Computational Complexity Theory is the field that studies the efficiency of computation. Its major goals are to find efficient algorithms for natural problems in natural computational models, or to show that no efficient solutions exist. The famed "P versus NP" problem (one of the seven open problems of the Clay Institute) is the central problem of this field and, despite three decades of active research, this problem has eluded resolution. However, during this period, our understanding of efficient computation has improved significantly through a number of concepts, techniques and results, including:
- Discovery of efficient ways of converting computational hardness into computational randomness (hardness-randomness tradeoffs), and other techniques for eliminating or reducing randomness use in probabilistic algorithms.

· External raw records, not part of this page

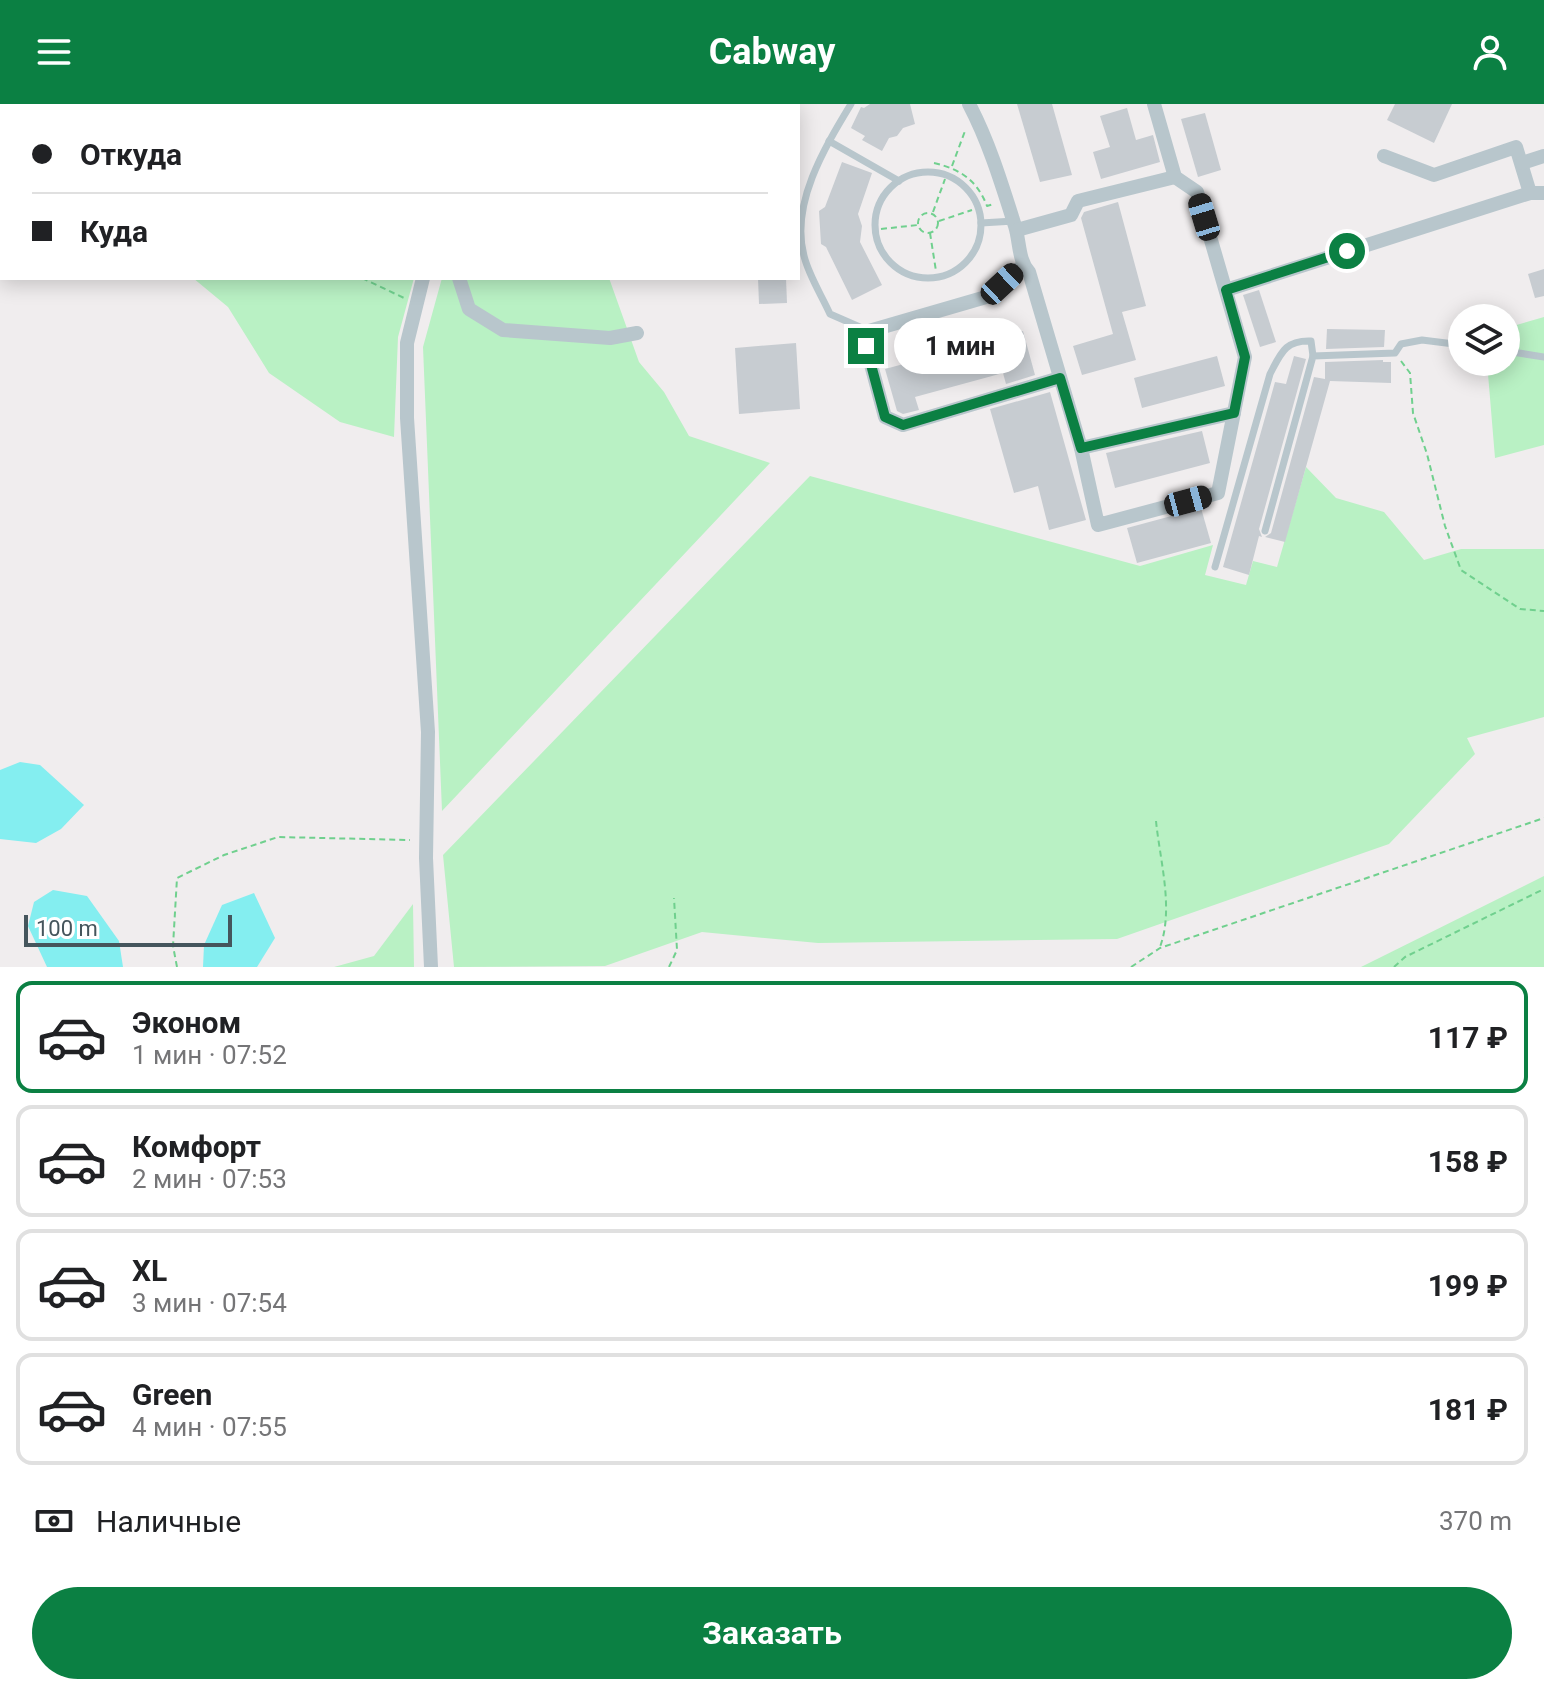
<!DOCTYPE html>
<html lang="ru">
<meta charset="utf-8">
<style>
body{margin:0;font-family:Roboto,sans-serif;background:#f6f6f6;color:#202124;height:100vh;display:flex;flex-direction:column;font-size:30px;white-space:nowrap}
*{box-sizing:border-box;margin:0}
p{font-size:26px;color:#757577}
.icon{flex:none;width:44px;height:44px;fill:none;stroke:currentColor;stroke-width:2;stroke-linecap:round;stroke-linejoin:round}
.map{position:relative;height:863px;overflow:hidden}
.side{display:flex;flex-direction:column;background:#fff;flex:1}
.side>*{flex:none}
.guide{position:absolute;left:0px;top:0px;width:800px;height:176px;box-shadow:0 4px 20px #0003;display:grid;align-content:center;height:176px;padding:0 32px;background:#fff}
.fabs{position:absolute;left:1448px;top:200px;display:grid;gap:16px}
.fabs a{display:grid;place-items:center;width:72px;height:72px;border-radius:50%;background:#fff;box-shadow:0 4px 20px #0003;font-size:40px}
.scale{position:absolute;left:24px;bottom:20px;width:208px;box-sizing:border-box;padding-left:8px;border:4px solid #45555c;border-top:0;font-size:22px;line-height:28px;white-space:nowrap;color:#45555c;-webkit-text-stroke:6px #fff;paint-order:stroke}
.end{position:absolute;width:36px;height:36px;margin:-18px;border:10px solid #0b8043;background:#fff;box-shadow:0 0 0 4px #fff}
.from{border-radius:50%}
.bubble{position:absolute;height:56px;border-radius:28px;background:#fff;box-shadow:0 4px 20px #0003;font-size:26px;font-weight:700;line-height:56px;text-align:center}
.car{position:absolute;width:24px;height:48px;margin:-24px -12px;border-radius:10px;box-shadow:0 0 6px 2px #0007;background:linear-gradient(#222 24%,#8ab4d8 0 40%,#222 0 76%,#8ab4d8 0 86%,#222 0)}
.guide b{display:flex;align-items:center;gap:28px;height:76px;font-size:30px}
.guide b+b{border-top:2px solid #e0e0e0}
.guide i{width:20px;height:20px;background:#202124}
ul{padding:14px 0 0;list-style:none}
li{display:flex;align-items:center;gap:24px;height:112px;margin:0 16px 12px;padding:0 16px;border:4px solid #e0e0e0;border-radius:16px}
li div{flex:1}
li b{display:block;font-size:30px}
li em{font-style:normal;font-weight:700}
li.selected{border-color:#0b8043}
li>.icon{width:72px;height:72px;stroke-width:1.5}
.pay{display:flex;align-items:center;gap:20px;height:88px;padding:0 32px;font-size:30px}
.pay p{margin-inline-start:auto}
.action{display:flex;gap:16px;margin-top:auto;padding:16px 32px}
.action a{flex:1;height:92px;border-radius:48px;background:#0b8043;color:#fff;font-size:32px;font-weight:700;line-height:92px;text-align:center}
header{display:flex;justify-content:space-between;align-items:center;height:104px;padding:0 32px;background:#0b8043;color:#fff;font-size:36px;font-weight:700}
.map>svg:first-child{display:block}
.green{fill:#b9f1c4}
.water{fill:#84eef0}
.building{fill:#c7ccd1}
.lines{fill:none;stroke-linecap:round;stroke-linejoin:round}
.path{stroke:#70d08e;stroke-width:2;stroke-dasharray:6 4;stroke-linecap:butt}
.service{stroke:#b8c6cc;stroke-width:7}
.minor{stroke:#b8c6cc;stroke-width:14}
.route{stroke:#0b8043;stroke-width:10}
</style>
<header><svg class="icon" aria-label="menu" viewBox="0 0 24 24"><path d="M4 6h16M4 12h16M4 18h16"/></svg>Cabway<svg class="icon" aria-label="person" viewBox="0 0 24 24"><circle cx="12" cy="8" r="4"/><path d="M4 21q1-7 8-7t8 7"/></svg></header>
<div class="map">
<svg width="1544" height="863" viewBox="0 0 1544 863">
<rect width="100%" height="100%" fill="#f0edee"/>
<g class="green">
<polygon points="95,0 489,0 99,2"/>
<polygon points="193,174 414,174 398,233 394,333 340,318 269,269 228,203"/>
<polygon points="442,174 609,174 639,258 664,288 689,332 770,359 442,707 423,243"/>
<polygon points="1544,213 1544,341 1495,354 1487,258 1506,258 1506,224"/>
<polygon points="1306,363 1336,394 1384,408 1424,456 1461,445 1544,445 1544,613 1467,634 1475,650 1389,740 1117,835 818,839 702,828 605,862 454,863 443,751 810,372 1140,462 1213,441 1205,471 1246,481 1253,457 1277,463"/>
<polygon points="1544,772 1544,863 1361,863"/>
<polygon points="413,800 414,863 334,863 374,852"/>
</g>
<g class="water">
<polygon points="20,658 40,661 84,701 61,725 36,739 0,735 0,666"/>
<polygon points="53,786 87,792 119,837 123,863 47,863 28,822 34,798"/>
<polygon points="254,789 275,834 257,863 203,863 204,841 222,801"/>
</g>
<g class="building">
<polygon points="870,0 910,0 915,20 903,24 897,32 889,34 882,47 862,36 865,32 851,24 861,3 864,4"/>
<polygon points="1017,0 1052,0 1072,71 1040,78"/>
<polygon points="1395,0 1452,0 1434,39 1387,16"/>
<polygon points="1127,4 1136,36 1153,31 1160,58 1101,75 1093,48 1110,43 1100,12"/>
<polygon points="1205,9 1221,66 1198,73 1181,15"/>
<polygon points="842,58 872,69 858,110 862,122 860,138 882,181 852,196 826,143 821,140 819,107 825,103"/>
<polygon points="1118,98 1146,202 1122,208 1136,256 1082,271 1073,242 1113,230 1081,114 1084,108"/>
<polygon points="1544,165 1544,192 1535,194 1528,170"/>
<polygon points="758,174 786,174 787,199 759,200"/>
<polygon points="1259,186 1276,238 1260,243 1243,191"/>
<polygon points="962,218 968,242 1023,227 1035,271 1006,280 1003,269 915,293 919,306 903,310 897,307 885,265 937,251 930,227"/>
<polygon points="1327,225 1385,226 1384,243 1326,245"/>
<polygon points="796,239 800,305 739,310 735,244"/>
<polygon points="1217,252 1225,282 1142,304 1134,274"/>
<polygon points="1294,252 1306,255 1259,425 1262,433 1259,432 1249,471 1223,463 1275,278 1286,280"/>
<polygon points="1383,256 1383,258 1391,258 1391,279 1330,277 1285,438 1265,433 1271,429 1314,273 1325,275 1325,258"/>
<polygon points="1050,288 1086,416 1049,426 1038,382 1014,389 990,305"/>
<polygon points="1202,327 1210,359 1115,384 1106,349"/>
<polygon points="1201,404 1211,439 1137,459 1127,424"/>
</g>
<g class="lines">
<g class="path">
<polyline points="99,2 99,0"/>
<path d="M934 59C960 65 977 76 987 102L994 100"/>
<polyline points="952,62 965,27"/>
<polyline points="933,108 945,75"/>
<circle cx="928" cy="119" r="10"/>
<polyline points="939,117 972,106"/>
<polyline points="881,125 918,121"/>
<polyline points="930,129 936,167"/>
<polyline points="362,174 404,194"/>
<polyline points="1401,257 1410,269 1413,309 1427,350 1445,422 1461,466 1520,505 1544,507"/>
<path d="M1156 717C1160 757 1174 805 1160 843"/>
<polyline points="177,863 173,842 177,774 224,751 278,733 410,736"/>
<polyline points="669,863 677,846 674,794"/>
<polyline points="1131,863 1160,844 1544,714"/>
<polyline points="1394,863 1405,853 1544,785"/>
</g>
<g class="service">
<path d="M851 0C825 43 790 100 804 152 809 172 822 192 830 210L869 227"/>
<polyline points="829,37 899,77"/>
<circle cx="928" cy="121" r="53"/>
<polyline points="981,119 1014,117"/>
<polyline points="1506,247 1544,253"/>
<polyline points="1265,427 1313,252 1395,249 1401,240 1422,236 1462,241"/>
<path d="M1215 463 1270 270C1281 249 1285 236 1311 237L1313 252"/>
</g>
<g class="minor">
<path d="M969 0C989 38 1002 81 1015 122 1020 138 1018 156 1029 168L1081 344 1098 421 1218 389 1245 253 1197 88 1175 73 1154 0"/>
<polyline points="500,2 500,0"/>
<polyline points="1384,52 1434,71 1516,43 1530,89"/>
<polyline points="1522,59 1544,52"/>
<polyline points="1017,126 1071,111 1078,97 1175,73"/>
<polyline points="1023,161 993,191 869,227 866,242 885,313 903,321 1060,274"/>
<polyline points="423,174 407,239 407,314 428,628 426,754 431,863"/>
<polyline points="459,174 469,205 503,226 610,234 637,229"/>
<polyline points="1226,186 1530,89 1544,89"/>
<polyline points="1081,344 1234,309"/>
</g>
</g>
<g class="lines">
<polyline class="route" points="866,242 885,313 903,321 1060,274 1081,344 1234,309 1245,253 1226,186 1347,147"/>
</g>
</svg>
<div class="fabs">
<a><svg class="icon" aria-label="layers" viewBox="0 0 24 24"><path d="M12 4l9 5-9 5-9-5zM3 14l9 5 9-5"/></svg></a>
</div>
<div class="scale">100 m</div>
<i class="end from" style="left:1347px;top:147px"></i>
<i class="end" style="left:866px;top:242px"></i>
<div class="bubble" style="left:894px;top:214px;width:132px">1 мин</div>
<i class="car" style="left:1204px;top:113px;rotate:343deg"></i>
<i class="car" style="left:1002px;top:180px;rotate:47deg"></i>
<i class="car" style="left:1188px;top:397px;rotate:75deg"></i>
<div class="guide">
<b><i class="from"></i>Откуда</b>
<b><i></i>Куда</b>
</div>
</div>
<section class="side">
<ul>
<li class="selected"><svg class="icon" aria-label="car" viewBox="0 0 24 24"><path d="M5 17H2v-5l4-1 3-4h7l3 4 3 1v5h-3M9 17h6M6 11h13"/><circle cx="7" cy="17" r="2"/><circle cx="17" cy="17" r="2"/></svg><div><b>Эконом</b><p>1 мин · 07:52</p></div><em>117 ₽</em></li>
<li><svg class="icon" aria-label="car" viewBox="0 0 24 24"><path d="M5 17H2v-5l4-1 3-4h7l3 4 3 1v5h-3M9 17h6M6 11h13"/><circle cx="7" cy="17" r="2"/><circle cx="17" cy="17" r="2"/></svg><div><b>Комфорт</b><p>2 мин · 07:53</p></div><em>158 ₽</em></li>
<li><svg class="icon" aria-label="car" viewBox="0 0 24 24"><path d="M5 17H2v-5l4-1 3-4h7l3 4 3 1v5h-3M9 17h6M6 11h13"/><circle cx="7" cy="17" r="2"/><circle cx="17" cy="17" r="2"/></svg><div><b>XL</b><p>3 мин · 07:54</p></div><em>199 ₽</em></li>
<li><svg class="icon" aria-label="car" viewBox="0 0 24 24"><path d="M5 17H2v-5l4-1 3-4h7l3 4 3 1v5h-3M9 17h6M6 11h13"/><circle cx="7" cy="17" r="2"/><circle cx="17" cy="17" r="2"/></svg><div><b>Green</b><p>4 мин · 07:55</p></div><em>181 ₽</em></li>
</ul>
<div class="pay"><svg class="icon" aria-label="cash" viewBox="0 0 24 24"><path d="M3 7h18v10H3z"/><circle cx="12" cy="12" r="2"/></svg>Наличные<p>370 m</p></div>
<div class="action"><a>Заказать</a></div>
</section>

- Classification of hardness of approximation algorithms for a number of optimization problems, using the concept of Probabilistically Checkable Proofs (PCP).
- Connections of both items above to old and new problems in coding and information theory, which fertilized both fields.
- Investigations of the complexity of proofs, and their connections to limits on circuit lower bounds on the one hand, and to the complexity of search heuristics on the other.
- Use of quantum computation to get efficient algorithms for classically difficult problems (such as factoring), as well as using quantum arguments to obtain complexity results in the classical model of computation.
The goal of this workshop is to examine these and other recent achievements in complexity theory, exchange ideas, formulate open problems, and identify new directions of research.